"""

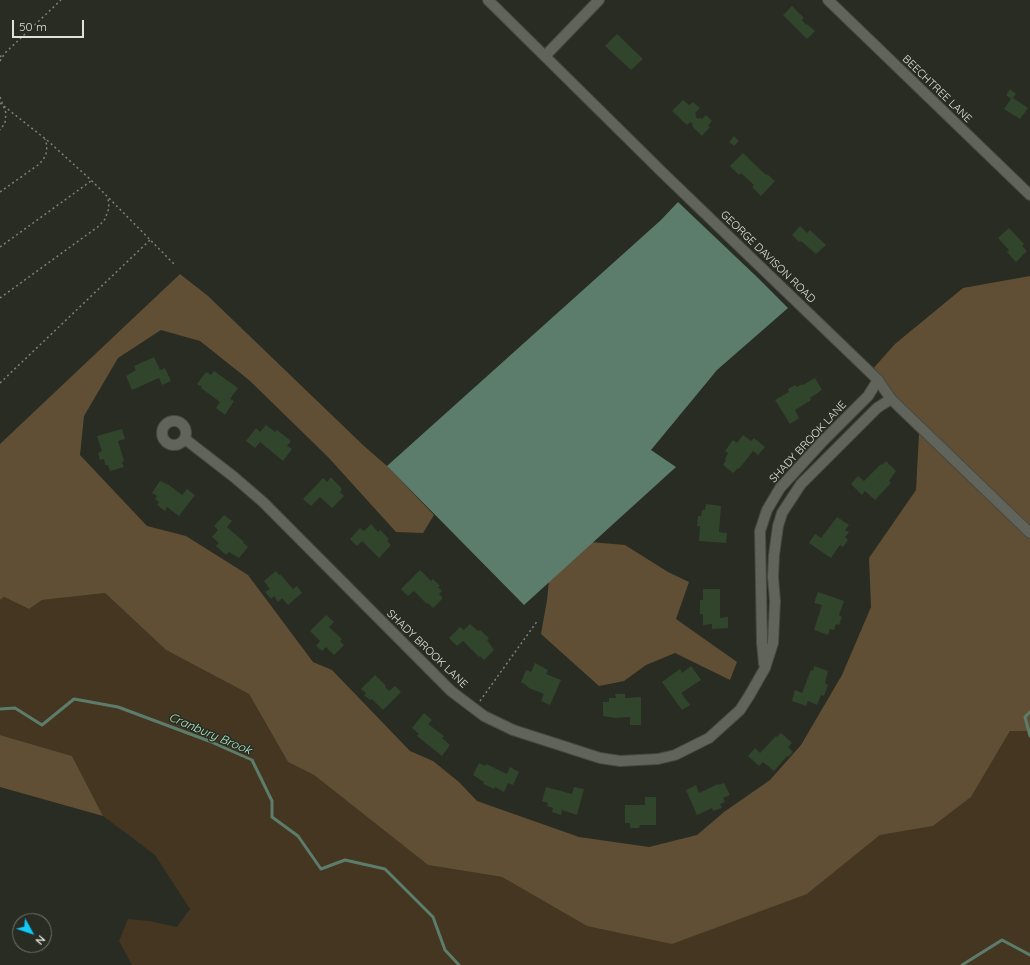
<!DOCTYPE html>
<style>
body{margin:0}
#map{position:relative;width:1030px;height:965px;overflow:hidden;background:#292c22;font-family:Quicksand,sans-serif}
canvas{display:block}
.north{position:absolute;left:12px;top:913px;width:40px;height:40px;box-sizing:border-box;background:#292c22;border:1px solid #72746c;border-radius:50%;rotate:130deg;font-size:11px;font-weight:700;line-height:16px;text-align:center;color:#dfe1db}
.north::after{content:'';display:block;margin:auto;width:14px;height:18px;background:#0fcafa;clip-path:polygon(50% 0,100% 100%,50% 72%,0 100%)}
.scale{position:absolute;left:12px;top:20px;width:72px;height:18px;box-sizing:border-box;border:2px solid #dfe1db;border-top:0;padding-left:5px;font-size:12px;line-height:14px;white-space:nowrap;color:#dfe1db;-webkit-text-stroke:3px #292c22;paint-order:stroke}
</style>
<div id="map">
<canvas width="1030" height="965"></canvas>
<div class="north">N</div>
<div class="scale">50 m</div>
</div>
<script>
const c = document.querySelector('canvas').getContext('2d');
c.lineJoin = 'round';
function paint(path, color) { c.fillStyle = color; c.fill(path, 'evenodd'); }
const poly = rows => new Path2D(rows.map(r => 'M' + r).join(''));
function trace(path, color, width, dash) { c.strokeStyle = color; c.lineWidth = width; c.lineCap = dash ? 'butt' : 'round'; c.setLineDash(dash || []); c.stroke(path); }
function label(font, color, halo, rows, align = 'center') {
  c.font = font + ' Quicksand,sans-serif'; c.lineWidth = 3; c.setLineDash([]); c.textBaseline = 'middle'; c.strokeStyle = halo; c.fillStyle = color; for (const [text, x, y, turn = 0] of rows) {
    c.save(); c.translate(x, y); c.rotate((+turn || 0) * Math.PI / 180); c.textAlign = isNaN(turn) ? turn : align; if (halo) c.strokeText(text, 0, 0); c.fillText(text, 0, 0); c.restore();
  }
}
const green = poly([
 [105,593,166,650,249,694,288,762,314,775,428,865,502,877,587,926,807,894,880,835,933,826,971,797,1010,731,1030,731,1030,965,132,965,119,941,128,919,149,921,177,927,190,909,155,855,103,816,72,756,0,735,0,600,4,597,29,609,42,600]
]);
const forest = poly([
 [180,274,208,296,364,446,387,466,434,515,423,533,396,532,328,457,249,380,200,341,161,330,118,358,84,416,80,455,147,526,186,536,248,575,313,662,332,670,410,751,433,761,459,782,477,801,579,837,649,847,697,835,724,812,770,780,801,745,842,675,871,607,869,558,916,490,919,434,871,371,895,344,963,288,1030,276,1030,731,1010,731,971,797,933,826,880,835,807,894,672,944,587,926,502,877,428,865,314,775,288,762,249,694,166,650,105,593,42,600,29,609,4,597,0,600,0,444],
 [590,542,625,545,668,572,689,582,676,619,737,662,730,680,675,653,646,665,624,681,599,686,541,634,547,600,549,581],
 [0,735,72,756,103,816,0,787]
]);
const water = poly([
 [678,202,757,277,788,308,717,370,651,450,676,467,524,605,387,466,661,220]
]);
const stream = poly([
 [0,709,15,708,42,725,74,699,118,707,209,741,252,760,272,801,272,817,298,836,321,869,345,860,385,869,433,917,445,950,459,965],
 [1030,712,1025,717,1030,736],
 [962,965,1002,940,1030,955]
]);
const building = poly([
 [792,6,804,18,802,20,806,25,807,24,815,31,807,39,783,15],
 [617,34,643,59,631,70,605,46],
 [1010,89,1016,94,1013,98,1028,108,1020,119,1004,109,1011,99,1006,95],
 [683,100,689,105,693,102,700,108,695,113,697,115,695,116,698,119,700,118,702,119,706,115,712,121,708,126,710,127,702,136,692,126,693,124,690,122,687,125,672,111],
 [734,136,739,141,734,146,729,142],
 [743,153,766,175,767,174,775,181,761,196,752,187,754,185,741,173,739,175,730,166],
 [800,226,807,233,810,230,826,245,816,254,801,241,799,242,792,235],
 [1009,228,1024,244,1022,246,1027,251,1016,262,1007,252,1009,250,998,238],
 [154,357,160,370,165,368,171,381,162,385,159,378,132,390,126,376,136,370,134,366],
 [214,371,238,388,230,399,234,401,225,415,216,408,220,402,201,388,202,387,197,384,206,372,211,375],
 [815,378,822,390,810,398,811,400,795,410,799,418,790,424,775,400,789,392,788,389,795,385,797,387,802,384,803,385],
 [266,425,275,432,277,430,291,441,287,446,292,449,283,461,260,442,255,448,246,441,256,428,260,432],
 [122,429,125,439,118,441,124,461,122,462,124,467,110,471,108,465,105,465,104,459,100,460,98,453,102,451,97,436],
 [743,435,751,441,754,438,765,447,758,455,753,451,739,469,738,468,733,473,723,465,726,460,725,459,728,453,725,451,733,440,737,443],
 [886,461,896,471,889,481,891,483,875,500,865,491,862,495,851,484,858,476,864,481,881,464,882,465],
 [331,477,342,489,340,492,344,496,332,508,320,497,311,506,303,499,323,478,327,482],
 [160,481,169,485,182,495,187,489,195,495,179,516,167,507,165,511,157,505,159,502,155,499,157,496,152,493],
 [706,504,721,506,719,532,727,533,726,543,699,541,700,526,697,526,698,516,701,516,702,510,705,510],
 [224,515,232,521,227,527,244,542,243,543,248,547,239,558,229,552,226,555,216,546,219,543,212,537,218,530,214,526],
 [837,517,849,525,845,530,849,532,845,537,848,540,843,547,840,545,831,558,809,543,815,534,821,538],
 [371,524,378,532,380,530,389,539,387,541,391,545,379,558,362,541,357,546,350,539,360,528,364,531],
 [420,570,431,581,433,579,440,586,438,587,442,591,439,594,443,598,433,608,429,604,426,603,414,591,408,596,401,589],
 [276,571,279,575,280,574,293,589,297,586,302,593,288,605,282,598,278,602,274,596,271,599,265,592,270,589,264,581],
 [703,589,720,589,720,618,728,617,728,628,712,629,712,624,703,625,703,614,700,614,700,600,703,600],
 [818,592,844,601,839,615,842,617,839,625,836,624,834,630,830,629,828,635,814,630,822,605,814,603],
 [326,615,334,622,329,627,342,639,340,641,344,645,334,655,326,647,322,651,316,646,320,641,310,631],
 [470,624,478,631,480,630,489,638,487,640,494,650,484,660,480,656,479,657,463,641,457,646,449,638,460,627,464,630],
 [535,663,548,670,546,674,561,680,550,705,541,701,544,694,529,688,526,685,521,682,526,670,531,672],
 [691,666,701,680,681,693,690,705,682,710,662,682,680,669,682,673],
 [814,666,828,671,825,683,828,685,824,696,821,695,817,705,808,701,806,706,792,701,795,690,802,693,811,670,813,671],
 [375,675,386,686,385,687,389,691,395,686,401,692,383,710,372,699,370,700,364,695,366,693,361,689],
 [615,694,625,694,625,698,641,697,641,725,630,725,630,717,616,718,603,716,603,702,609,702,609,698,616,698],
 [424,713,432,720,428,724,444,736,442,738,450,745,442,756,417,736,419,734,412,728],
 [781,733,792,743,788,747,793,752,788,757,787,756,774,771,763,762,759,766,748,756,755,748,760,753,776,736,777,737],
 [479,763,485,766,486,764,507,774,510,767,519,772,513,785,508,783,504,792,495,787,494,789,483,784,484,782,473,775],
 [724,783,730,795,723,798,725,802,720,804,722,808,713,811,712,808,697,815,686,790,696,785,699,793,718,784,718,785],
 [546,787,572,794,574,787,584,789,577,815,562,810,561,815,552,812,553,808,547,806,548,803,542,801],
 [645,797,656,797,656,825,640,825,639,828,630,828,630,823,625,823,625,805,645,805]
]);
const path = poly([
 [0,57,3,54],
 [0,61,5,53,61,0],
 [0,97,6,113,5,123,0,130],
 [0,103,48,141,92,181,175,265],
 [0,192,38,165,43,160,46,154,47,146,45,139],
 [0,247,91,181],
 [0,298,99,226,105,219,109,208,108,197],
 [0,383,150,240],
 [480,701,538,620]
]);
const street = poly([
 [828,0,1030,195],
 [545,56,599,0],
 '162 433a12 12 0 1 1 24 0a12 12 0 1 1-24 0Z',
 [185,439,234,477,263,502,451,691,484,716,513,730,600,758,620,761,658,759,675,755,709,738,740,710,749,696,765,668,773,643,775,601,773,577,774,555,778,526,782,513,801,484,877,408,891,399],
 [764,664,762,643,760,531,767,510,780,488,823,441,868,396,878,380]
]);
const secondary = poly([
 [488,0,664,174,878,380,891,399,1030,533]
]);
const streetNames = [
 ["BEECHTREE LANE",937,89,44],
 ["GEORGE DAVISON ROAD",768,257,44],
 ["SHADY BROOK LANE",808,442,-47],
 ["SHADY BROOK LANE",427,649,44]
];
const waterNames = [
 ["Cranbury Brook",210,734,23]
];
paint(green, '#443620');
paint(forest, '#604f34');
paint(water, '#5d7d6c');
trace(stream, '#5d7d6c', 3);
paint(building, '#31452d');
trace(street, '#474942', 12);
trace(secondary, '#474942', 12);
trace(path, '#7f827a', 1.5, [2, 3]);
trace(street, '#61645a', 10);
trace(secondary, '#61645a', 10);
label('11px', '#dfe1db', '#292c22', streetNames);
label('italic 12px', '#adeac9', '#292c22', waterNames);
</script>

"""

From the data above, say how many lines include "function", and write nothing but the number.

→ Task response: 3